— WORK TO COMPLETE —
Since only a count is wanted, work out how many lines in the material below contain the word "buttons" and return that number.

— SUPPLIED ENTRIES —
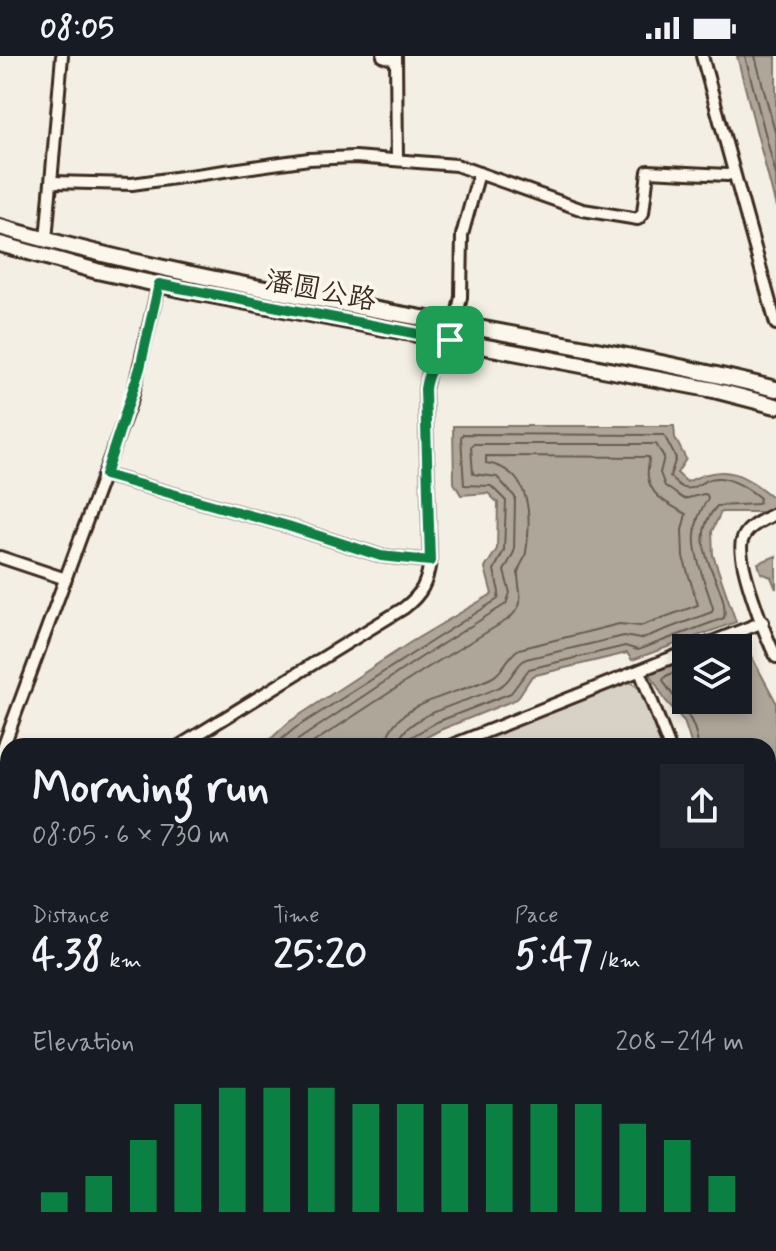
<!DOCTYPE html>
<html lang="en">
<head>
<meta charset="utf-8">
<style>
  :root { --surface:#171b24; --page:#20242c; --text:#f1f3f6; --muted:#9ea1a6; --accent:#0b8043 }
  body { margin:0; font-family:Mynerve,"LXGW WenKai TC",sans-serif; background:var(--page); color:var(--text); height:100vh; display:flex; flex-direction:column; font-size:30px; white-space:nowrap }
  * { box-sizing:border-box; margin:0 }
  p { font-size:26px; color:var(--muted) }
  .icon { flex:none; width:44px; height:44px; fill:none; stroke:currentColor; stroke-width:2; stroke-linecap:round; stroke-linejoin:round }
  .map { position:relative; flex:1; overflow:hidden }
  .details { position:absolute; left:0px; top:682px; width:776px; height:514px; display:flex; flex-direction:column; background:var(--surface); border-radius:24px 24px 0 0; box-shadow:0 4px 12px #0003 }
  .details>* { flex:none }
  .buttons { position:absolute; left:672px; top:578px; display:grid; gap:16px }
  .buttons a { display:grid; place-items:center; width:80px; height:80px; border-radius:0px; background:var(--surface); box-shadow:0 4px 12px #0003; font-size:40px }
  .pin { position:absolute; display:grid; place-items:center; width:68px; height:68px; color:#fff; margin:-34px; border-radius:16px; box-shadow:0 4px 12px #0006 }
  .round { display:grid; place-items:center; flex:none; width:84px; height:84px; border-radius:0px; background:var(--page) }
  .overview { display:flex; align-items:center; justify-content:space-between; height:136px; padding:0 32px }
  h1 { font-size:44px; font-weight:700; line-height:60px }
  .figures { display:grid; grid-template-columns:repeat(3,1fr); gap:12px; height:136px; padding:8px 32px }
  .figures div { display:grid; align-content:center }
  .figures b { font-size:40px; font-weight:700 }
  .figures small { font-size:22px; font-weight:400 }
  .figures p { font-size:22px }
  .chart { height:224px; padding:16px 32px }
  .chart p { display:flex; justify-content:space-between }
  .chart svg { width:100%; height:144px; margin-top:8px; stroke:var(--accent); stroke-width:6 }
  .status { display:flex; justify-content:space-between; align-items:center; height:56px; padding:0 40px; background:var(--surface); direction:ltr }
  .status svg { height:22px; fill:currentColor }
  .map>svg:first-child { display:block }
</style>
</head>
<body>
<div class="status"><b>08:05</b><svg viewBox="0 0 49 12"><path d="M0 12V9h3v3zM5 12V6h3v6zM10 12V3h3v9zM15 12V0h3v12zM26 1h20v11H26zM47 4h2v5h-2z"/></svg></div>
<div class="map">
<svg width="776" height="1195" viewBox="0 0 776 1195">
  <rect width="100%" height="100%" fill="#f3efe4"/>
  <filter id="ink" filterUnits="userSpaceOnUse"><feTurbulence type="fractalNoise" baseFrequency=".0125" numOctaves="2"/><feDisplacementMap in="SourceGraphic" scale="16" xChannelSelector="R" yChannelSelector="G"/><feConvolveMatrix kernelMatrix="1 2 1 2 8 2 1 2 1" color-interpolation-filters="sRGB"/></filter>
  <g filter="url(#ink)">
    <!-- green -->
    <g fill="#d8d1c6" stroke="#8a7e72" stroke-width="2">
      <path d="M616,621C653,630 655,658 667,690H447Z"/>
      <polygon points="0,829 8,838 8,912 0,903"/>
      <polygon points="247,1188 311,1188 318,1195 253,1195"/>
    </g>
    <!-- water -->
    <g fill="#afa69a" stroke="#817468" stroke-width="2">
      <polygon points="737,0 776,0 776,151"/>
      <path d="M453,370H674L675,382L686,403L677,417L687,426C727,405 744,419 776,444V464L763,456H721L712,475L713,499L736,566L632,604L627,597L532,620L517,643L440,674L410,690H263L289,666L411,586L492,538L485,512L497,493L498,447L488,437L461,439L454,427Z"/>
      <polygon points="776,500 776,533 771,521 761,517 758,507"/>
      <polygon points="741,581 776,646 776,955 768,957 768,690 692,690 684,665 665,644 650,617 686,603 686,644 738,644 738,592 712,592"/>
      <polygon points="776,1046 776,1195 318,1195 311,1188 768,1188 768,1049"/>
    </g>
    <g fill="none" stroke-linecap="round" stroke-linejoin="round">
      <!-- shore -->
      <g stroke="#695c50" stroke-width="2">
        <polyline points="745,0 776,119"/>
        <polyline points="755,0 776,80"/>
        <path d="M686,611L666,620L663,624C677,650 695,657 698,690"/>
        <path d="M274,690L294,673L498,543L499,536L494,514L504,494L506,445L491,430L464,429L461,381L463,378L664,379L676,402L670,420C691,448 697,420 720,422C736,424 749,433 760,442L758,448L717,450C680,490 731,529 724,562L638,594L625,590L529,613L511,637L437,666L411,681L408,690"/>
        <path d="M289,690L420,602L506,548L510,537L504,515L514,496L515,441L497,421L473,418L471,391L473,388H656L664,401L660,417L665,430L684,443L704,438L707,439L708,443C681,480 702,514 713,552L712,556L640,583L624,580L526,603C514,610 512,624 501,630C476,645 400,657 398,690"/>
        <path d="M308,690L427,612L507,564C527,548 519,540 518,519C517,512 525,505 526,496C532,459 531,414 486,407V400L649,401C649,407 647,415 648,421C651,442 671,449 686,458L682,474L683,501L698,549L640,570L619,568L519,593C507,600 504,615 493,621C462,638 388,646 386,690"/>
      </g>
      <!-- minor casing -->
      <g stroke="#3b2a1e" stroke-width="16">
        <g id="minor">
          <polyline points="383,0 395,4"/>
          <polyline points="396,0 397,103"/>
          <polyline points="702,0 776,268"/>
          <polyline points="52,126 132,128 309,103 355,101 456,109 583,154 638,163 643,157 648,115 727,119 734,117"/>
          <polyline points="46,184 62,0"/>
          <polyline points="105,419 288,470 381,500 430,505"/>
          <path d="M776,457C764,464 746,470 742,485C736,504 766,581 776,601"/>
          <polyline points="0,501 66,523"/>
          <polyline points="697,592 763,566"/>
          <polyline points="640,615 669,690"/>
          <path d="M179,690L404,552C422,538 427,527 430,505L425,333L430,312L445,297L455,269L461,241L462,179L479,117"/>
          <polyline points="450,690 686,596"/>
          <polyline points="0,700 132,342 159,228"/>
          <polyline points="0,713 8,716"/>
          <polyline points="0,908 8,917"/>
          <polyline points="768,1025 776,1022"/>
          <polyline points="0,1162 8,1166"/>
          <polyline points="51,1188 65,1195"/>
          <polyline points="246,1188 253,1195"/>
        </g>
      </g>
      <!-- major casing -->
      <g stroke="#3b2a1e" stroke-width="20">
        <g id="major">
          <path d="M0,171C254,244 519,270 776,333"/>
          <polyline points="0,188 97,215 184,234 714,334 776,350"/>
        </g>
      </g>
      <!-- minor -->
      <use href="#minor" stroke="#fbf7ec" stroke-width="10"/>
      <!-- major -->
      <use href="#major" stroke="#fbf7ec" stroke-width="14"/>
    </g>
  </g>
  <g fill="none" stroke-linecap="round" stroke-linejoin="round" filter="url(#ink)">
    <!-- route casing -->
    <g stroke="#fff" stroke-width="16">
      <path id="route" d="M159,228L450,284C441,307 429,306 425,333L430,505L381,500L288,470L105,419L140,312Z"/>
    </g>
    <!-- route -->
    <use href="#route" stroke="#0b8043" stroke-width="10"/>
  </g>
  <g text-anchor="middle" stroke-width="7" stroke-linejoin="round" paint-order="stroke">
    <!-- street labels -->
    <g font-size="28" fill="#3b2a1e" stroke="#fbf7ec">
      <text transform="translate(321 233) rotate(11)" y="10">潘圆公路</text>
    </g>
  </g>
</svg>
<div class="buttons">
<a><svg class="icon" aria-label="layers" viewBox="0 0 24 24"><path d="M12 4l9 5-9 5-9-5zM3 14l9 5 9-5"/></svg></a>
</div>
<div class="pin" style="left:450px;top:284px;background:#1e9e55"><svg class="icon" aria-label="arrive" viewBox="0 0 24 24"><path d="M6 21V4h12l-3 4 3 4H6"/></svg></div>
<section class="details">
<div class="overview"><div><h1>Morning run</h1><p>08:05 · 6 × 730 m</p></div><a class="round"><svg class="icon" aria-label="share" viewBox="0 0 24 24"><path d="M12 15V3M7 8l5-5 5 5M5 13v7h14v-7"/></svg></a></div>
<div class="figures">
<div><p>Distance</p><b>4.38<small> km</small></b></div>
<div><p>Time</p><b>25:20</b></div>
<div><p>Pace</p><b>5:47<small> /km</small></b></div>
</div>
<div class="chart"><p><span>Elevation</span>208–214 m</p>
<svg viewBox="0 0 160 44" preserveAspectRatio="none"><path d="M5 44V38M15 44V33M25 44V22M35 44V11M45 44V6M55 44V6M65 44V6M75 44V11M85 44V11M95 44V11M105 44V11M115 44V11M125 44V11M135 44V17M145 44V22M155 44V33"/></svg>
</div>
</section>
</div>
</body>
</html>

— REPLY —
3